Secret school success

We’re not all going to hell in a hand basket, argues Mike Petrilli on Flypaper. “The last 15 years have seen tremendous progress for poor, minority, and low-achieving students — the very children that have been the focus of two decades of reform.”

 . . . For instance, between 1990 and 2009, black fourth graders made 35 points of progress on the mathematics NAEP exam; black eighth-graders gained 24 points. The corresponding numbers for Latino children were 28 and 21 points respectively. In reading, black fourth-graders gained 13 points between 1992 and 2009; black eighth graders gained 9 points. In the just-released geography exam, black fourth-grade students gained 28 points between 1994 and 2010; Latino fourth-graders gained 21 points. Similar progress was seen in history and civics.

This means low-income and minority students are “achieving one, two, and sometimes three grade levels higher than their counterparts in the early 1990s were,” Petrilli writes.
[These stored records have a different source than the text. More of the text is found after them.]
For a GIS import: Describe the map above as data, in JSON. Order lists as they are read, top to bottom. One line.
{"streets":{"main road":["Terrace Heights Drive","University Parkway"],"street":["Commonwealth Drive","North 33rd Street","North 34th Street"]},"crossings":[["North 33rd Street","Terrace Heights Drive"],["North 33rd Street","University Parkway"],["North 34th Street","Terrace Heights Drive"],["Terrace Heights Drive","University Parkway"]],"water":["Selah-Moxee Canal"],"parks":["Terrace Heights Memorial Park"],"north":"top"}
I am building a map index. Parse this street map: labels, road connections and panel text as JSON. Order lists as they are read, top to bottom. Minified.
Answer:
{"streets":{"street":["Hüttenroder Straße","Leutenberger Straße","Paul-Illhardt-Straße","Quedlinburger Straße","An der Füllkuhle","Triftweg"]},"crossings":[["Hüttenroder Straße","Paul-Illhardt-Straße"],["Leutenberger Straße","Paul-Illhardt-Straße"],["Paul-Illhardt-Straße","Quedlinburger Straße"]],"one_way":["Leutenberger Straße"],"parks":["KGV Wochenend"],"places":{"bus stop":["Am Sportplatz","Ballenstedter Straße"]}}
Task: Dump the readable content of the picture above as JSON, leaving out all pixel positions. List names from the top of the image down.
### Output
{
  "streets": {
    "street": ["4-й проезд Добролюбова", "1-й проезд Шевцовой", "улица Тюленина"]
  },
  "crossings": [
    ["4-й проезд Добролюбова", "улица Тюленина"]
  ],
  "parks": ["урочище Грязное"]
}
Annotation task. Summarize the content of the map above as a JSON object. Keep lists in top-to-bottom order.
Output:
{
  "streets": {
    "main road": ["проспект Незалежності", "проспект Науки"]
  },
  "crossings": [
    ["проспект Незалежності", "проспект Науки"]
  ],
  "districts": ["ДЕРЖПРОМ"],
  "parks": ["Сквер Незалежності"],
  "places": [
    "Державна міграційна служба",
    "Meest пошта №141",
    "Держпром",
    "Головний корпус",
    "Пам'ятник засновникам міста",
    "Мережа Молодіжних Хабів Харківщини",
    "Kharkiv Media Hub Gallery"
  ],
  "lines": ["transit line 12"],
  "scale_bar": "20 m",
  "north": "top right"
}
What happened? States that adopted accountability systems made big gains in the ’90s and “the stragglers made big progress once No Child Left Behind forced them to follow suit,” he argues.

NCLB doesn’t hold schools accountable for history, civics, and geography; neither do most states. But “poor and minority kids are stronger readers now, so they can better read the social studies exams and answer more questions correctly,” Petrilli theorizes.

The debate should be about trade-offs, he writes. Poor and minority kids are learning more, but their schools may be turning to scripted lessons and squeezing out art and music. Poor and minority kids are learning more, but principals and teachers have more incentive to cheat on tests. “Poor and minority kids are learning more, but their more affluent, higher-achieving peers are making fewer gains. Is it worth it?”

But can they read?

To qualify for federal school improvement funds, a high-poverty Vermont school had to replace its hard-working principal, reports Michael Winerip in the New York Times. The story blames African refugee students who speak little English for the school’s low scores. Winerip writes that 37 of 39 fifth graders are refugees or disabled, although only 22 percent of students are black.

Alyson Klein of Politics K-12 summarizes the reaction of the education blogosphere — negative — and focuses a critical element:  The school’s scores are very low for all students, not just English Learners or special education students.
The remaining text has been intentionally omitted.